CNET Editors' Review

The good: Small and simple; prints quickly; costs little.

The bad: No networking option; hard to open the paper tray; no Mac capability.

The bottom line: The Oki B4250 is an affordable home-office monochrome printer, but it won't work with Macs or hook up to a network.

Review: The Okidata Oki B4250 is a compact, grayscale small-office printer that best fits a text-happy small office or home. This machine creates prints on a par with laser quality, using LED arrays instead of a laser beam to paint a page--a technology that shaves a few dollars off the cost and aims to offer improved reliability. The B4250 includes a vendor-rated 23-pages-per-minute (ppm) engine that proved swift in our tests. Although at $241 it costs $90 more than the comparable Samsung ML-1740, the B4250 prints more quickly and is cheaper to maintain. Other Oki models, such as the B4350n, work ... Expand full review
The Okidata Oki B4250 is a compact, grayscale small-office printer that best fits a text-happy small office or home.
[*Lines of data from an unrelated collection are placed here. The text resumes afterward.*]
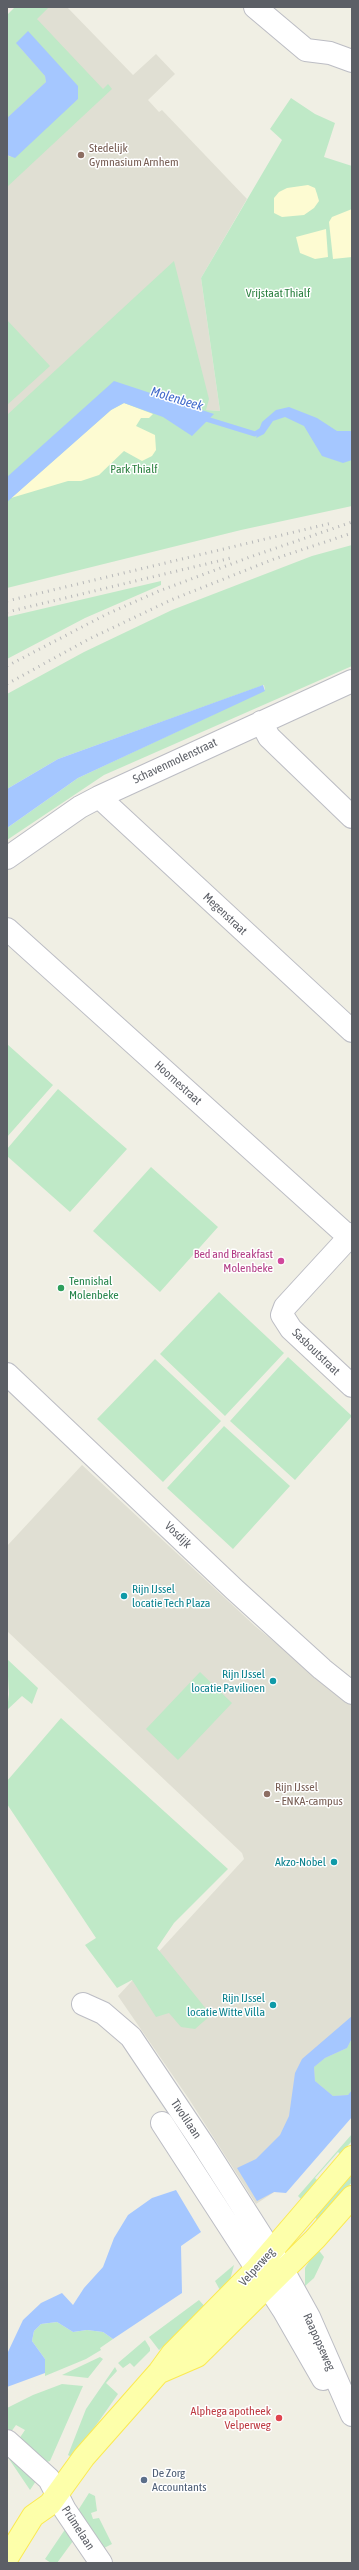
<!DOCTYPE html>
<html>
<head>
<meta charset="utf-8">
<style>
  body { margin:0 }
  #map { position:relative; width:359px; height:2570px; overflow:hidden; background:#f0efe4; font-family:"Asap Condensed",sans-serif }
  canvas { display:block }
  .frame { position:absolute; inset:0; border:8px solid #5c5f66; pointer-events:none }
</style>
</head>
<body>
<div id="map">
<canvas width="359" height="2570"></canvas>
<div class="frame"></div>
</div>
<script>
const ctx = document.querySelector('canvas').getContext('2d');
ctx.lineJoin = 'round';
function paint(path, color) { ctx.fillStyle = color; ctx.fill(path, 'evenodd'); }
const toPath = rows => new Path2D(rows.map(r => 'M' + r).join(''));
function stroke(path, color, width, dash) { ctx.strokeStyle = color; ctx.lineWidth = width; ctx.lineCap = dash ? 'butt' : 'round'; ctx.setLineDash(dash || []); ctx.stroke(path); }
function label(font, color, halo, rows, align = 'center') {
  ctx.font = font + ' "Asap Condensed",sans-serif'; ctx.lineWidth = 3; ctx.setLineDash([]); ctx.textBaseline = 'middle'; ctx.strokeStyle = halo; ctx.fillStyle = color; for (const [text, x, y, turn = 0] of rows) {
    ctx.save(); ctx.translate(x, y); ctx.rotate((+turn || 0) * Math.PI / 180); ctx.textAlign = isNaN(turn) ? turn : align; if (halo) ctx.strokeText(text, 0, 0); ctx.fillText(text, 0, 0); ctx.restore();
  }
}
paint(toPath([
  [18,7,67,7,133,75,156,54,175,74,148,100,159,112,162,110,247,199,201,278,220,411,205,410,7,477,7,17],
  [82,1465,255,1626,352,1705,352,2113,288,2183,256,2204,189,2099,118,1996,244,1859,242,1853,7,1631,7,1546]
]), '#e0dfd3');
paint(toPath([
  [15,7,49,7,37,19,103,89,108,84,112,89,7,187,7,155,10,157,78,99,16,43,45,76,46,82,7,118,7,15],
  [291,98,315,114,335,123,324,157,352,166,352,506,241,530,7,588,7,415,174,261,209,399,206,410,220,411,201,278,282,140,270,129],
  [7,320,50,366,7,405],
  [352,545,352,666,104,775,7,840,7,828,78,778,265,690,264,685,58,759,7,789,7,694,84,652,172,610,312,556],
  [161,581,161,585,85,618,7,659,7,617],
  [7,1044,53,1085,7,1137],
  [58,1089,127,1149,70,1212,7,1156,7,1149],
  [151,1167,218,1227,160,1292,93,1231],
  [219,1292,284,1353,225,1416,160,1354],
  [288,1357,352,1416,295,1480,230,1421],
  [155,1359,221,1421,163,1482,97,1419],
  [224,1426,290,1486,233,1549,167,1488],
  [7,1659,38,1688,32,1704,22,1696,7,1710,9,1694],
  [200,1672,232,1703,178,1760,146,1729],
  [61,1718,228,1869,174,1923,157,1948,211,2015,195,2029,181,2027,169,2013,156,2017,132,1980,117,1988,85,1945,96,1938,7,1804,7,1781],
  [352,2038,352,2090,348,2095,333,2096,315,2081,314,2067,325,2058,347,2048],
  [352,2134,352,2141,340,2154,338,2152,315,2178,317,2180,301,2199,298,2196],
  [352,2175,352,2182,318,2221,315,2217],
  [317,2248,324,2257,314,2278,305,2286,305,2268],
  [234,2265,230,2280,221,2292,215,2281],
  [199,2300,208,2310,159,2350,149,2337],
  [57,2322,73,2332,87,2330,103,2332,113,2339,100,2348,101,2350,86,2359,45,2376,45,2359,32,2341,34,2331,41,2324],
  [145,2340,150,2348,150,2351,134,2367,130,2363,123,2368,118,2363],
  [100,2357,103,2359,88,2378,62,2375],
  [115,2367,117,2371,106,2383,118,2394,73,2458,68,2455,86,2409],
  [62,2384,83,2386,50,2461,44,2463,19,2439,25,2430,16,2425,11,2432,7,2428,7,2408,33,2395],
  [7,2456,36,2481,30,2490],
  [89,2493,95,2496,97,2511,91,2513,93,2519,99,2518,112,2544,102,2549,77,2512],
  [66,2528,76,2537,57,2563,51,2563,45,2559]
]), '#bfe9c7');
paint(toPath([
  [308,185,315,188,317,194,319,201,314,208,304,215,282,217,274,213,274,198,279,192,287,188],
  [352,209,352,257,333,259,329,222,332,217],
  [326,229,328,257,315,259,300,253,296,237],
  [124,403,153,414,149,418,141,418,136,426,155,435,156,450,152,456,142,461,124,451,99,475,81,481,68,481,11,498,111,410]
]), '#fdfbd2');
paint(toPath([
  [28,31,78,86,78,99,15,158,7,155,7,118,46,82,45,76,16,43],
  [114,381,214,414,192,436,163,417,124,403,111,410,7,502,7,477],
  [289,407,317,418,337,431,352,431,352,460,343,463,322,456,304,426,285,417,273,421,264,434,256,438,262,422,276,410],
  [263,685,265,691,78,778,7,828,7,789,58,759],
  [352,2016,352,2038,347,2048,325,2058,314,2067,315,2081,333,2096,348,2095,352,2090,352,2117,286,2193,274,2192,257,2201,237,2168,256,2159,280,2135,289,2116,295,2073,302,2059],
  [176,2190,201,2232,181,2246,182,2293,113,2339,103,2332,87,2330,73,2332,57,2322,41,2324,34,2331,32,2341,45,2359,45,2373,7,2387,7,2354,23,2320,41,2303,62,2293,73,2305,84,2288,103,2267,114,2238,128,2215,152,2198]
]), '#a5c7ff');
stroke(toPath([
  [203,418,255,434,263,429]
]), '#a5c7ff', 5);
const minor = toPath([
  [255,7,306,50,330,53,352,61],
  [261,722,269,737,352,817],
  [99,797,352,1031],
  [7,858,80,807,99,797,352,681],
  [7,929,349,1237],
  [352,1234,285,1307,282,1315,291,1329,352,1386],
  [7,1374,235,1590,322,1669,352,1693],
  [83,2004,103,2013,131,2037,204,2146,283,2270,309,2317,352,2415],
  [162,2123,284,2311,323,2379],
  [7,2441,49,2479,65,2510,101,2563]
]);
const major = toPath([
  [160,2372,197,2356,315,2239,352,2197],
  [7,2558,33,2516,50,2504,84,2457,159,2372,172,2354,256,2269,352,2157]
]);
stroke(minor, '#bcbdc4', 24);
stroke(major, '#fbea52', 24);
stroke(minor, '#fff', 22);
stroke(major, '#fdffaa', 22);
stroke(toPath([
  [7,601,332,523],
  [7,612,231,558],
  [7,666,107,614,159,591,250,557,352,522],
  [7,684,89,639,171,600,274,559,352,533]
]), '#b7b8b9', 3, [1, 5]);
for (const [x, y, r, color] of [
  [81,155,4,"#8d6e63"],
  [281,1261,4,"#d1479c"],
  [61,1288,4,"#2e9e5b"],
  [124,1596,4,"#0f9aa8"],
  [273,1681,4,"#0f9aa8"],
  [267,1794,4,"#8d6e63"],
  [334,1862,4,"#0f9aa8"],
  [273,2005,4,"#0f9aa8"],
  [279,2418,4,"#e0444e"],
  [144,2480,4,"#5c6f8a"]
]) { const dot = new Path2D(); dot.arc(x, y, r, 0, 2 * Math.PI); ctx.fillStyle = color; ctx.fill(dot); stroke(dot, '#fff', 1.5); }
label('12px', '#785e54', '#fff', [
  ["Stedelijk",89,148],
  ["Gymnasium Arnhem",89,162],
  ["Rijn IJssel",275,1787],
  ["– ENKA-campus",275,1801]
], 'left');
label('12px', '#2e8242', '#fff', [
  ["Vrijstaat Thialf",278,293],
  ["Park Thialf",134,469]
]);
label('12px', '#5c5f66', '#fff', [
  ["Schavenmolenstraat",175,761,-25],
  ["Megenstraat",225,914,43],
  ["Hoornestraat",178,1083,42],
  ["Sasboutstraat",316,1352,44],
  ["Vosdijk",178,1535,44],
  ["Tivolilaan",186,2119,56],
  ["Velperweg",257,2267,-48],
  ["Raapopseweg",319,2342,66],
  ["Prümelaan",78,2528,57]
]);
label('12px', '#b23c85', '#fff', [
  ["Bed and Breakfast",273,1254],
  ["Molenbeke",273,1268]
], 'right');
label('12px', '#27864d', '#fff', [
  ["Tennishal",69,1281],
  ["Molenbeke",69,1295]
], 'left');
label('12px', '#0d838f', '#fff', [
  ["Rijn IJssel",132,1589,"left"],
  ["locatie Tech Plaza",132,1603,"left"],
  ["Rijn IJssel",265,1674],
  ["locatie Pavilioen",265,1688],
  ["Akzo-Nobel",326,1862],
  ["Rijn IJssel",265,1998],
  ["locatie Witte Villa",265,2012]
], 'right');
label('12px', '#be3a42', '#fff', [
  ["Alphega apotheek",271,2411],
  ["Velperweg",271,2425]
], 'right');
label('12px', '#4e5e75', '#fff', [
  ["De Zorg",152,2473],
  ["Accountants",152,2487]
], 'left');
label('italic 13px', '#3f69cb', '#fff', [
  ["Molenbeek",177,399,17]
]);
</script>
</body>
</html>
This machine creates prints on a par with laser quality, using LED arrays instead of a laser beam to paint a page--a technology that shaves a few dollars off the cost and aims to offer improved reliability. The B4250 includes a vendor-rated 23-pages-per-minute (ppm) engine that proved swift in our tests. Although at $241 it costs $90 more than the comparable Samsung ML-1740, the B4250 prints more quickly and is cheaper to maintain. Other Oki models, such as the B4350n, work with Macs and offer a full-featured control panel and an Ethernet interface. But when speed and low upkeep price matter more than perfect print quality, we favor the B4250.The squat Okidata Oki B4250, available in a black or putty color, is nondescript but compact and sturdy. It measures 14 inches wide by 15 inches deep and weighs 20 pounds--easy to tote around if you like to rearrange your office furniture. Okidata's hieroglyphic labeling makes the control panel hard to decipher, but with only four blinking lights and a single button, you won't need the Rosetta stone to translate. Both a parallel port for older PCs and an up-to-date USB 2.0 port stick out the back end. A single screw fastens a plate over the controller and its empty memory slots, making it easy to install memory upgrades.

The control panel perches on the brow above the output tray, with a button to pop open the lid like the hood of a car, exposing the paper path, the toner, and the imager. We found the B4250 easy to use, despite the challenge of adding paper. The main paper tray's handle is knuckle-scrapingly shallow; to keep skin attached to bone, we opened the tray by bracing a thumb against the thin auxiliary flap.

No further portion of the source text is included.